6. Butiran halus akan terbawa aliran sehingga mengakibatkan hilangnya
sejumlah tertentu padatan.

2.8 Aplikasi Fluidisasi dalam Industri


Menurut Tim Penyusun (2019), pengaplikasian teknik fluidisasi dalam
industri yaitu:
1. Transportasi serbuk padatan (conveyor untuk solid)
2. Pencampuran padatan halus (dengan ukuran partikel berlainan)
3. HE (Heat Exchanger)
4. Drying dan sizing
5. Proses pertumbuhan partikel dan kondensasi bahan yang dapat mengalami
sublimasi.
DAFTAR PUSTAKA

Davidson, J.F. and Horrison, D. 1963. Fluidized Particles.
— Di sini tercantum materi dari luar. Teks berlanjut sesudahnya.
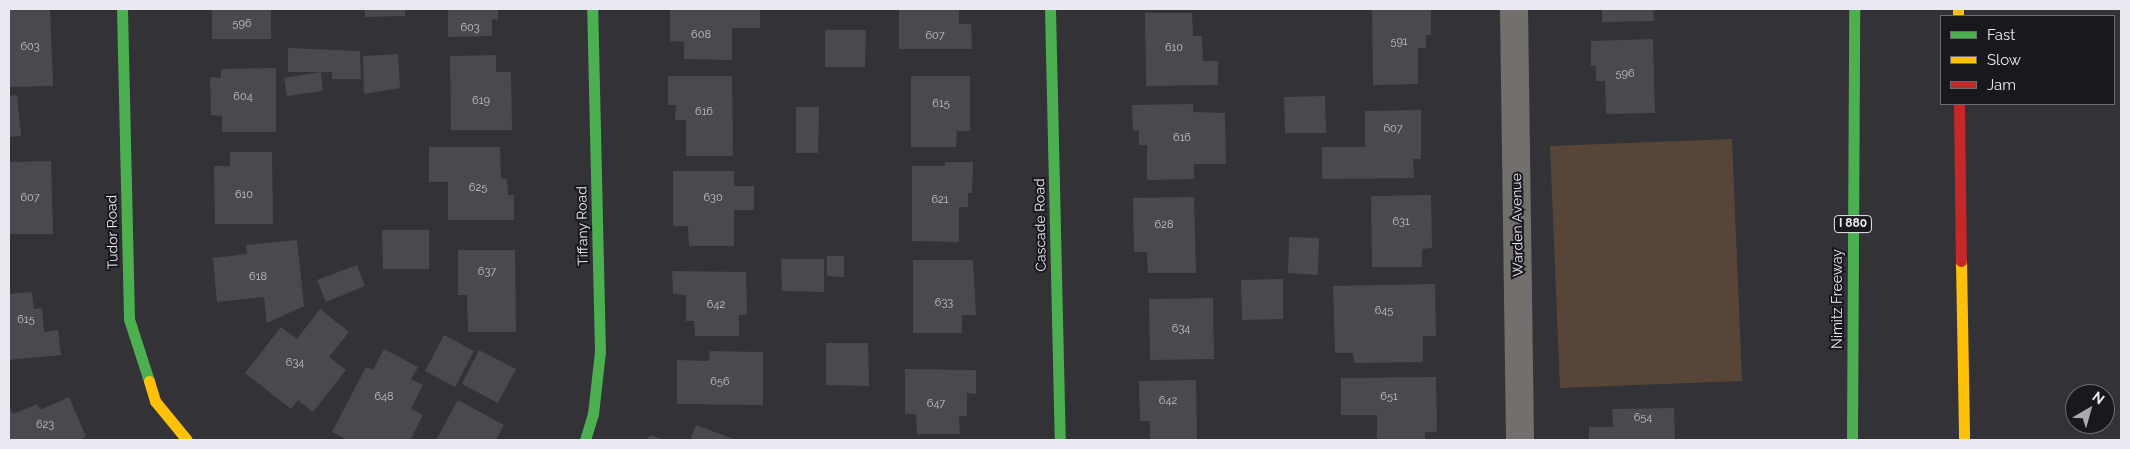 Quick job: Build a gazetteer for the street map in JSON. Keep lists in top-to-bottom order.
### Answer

Cambridge University


Press.
Geankoplis, C.J. 1993. Transport Process and Unit Operation. 3rd edition.
Prentice Hall Inc., Englewood Cliffs, New Jersey.
Kunii, D. Levenspiel, D. 1969. Fluidization Engineering. John Wiley and Sons
inc. New York.
Leva, M. 1959. Fluidization. Mc-Graw Hill Co. New York.
Lee, J.C. and Buckley, D. 1972. Fluid Mechanics and Aeration Characteristics of
Fluidized Bed. Cambridge University Press.
Mc Cabe, W.L., J.C Smith and P. Harriot, 1985 Unit Operation of Chemical
Engineering, 5th edition, McGraw-Hill Book Co. Inc., New York.
S., Herri, Dr., Ir. 1986. Operasi Teknik Kimia I. Jurusan Teknik Kimia Fakultas
Teknologi Industri ITB. Bandung.
Tim Penyusun. 2019. Penuntun Praktikum Laboratorium Teknik Kimia I.
Program Studi S1 Teknik Kimia Fakultas Teknik Universitas Riau.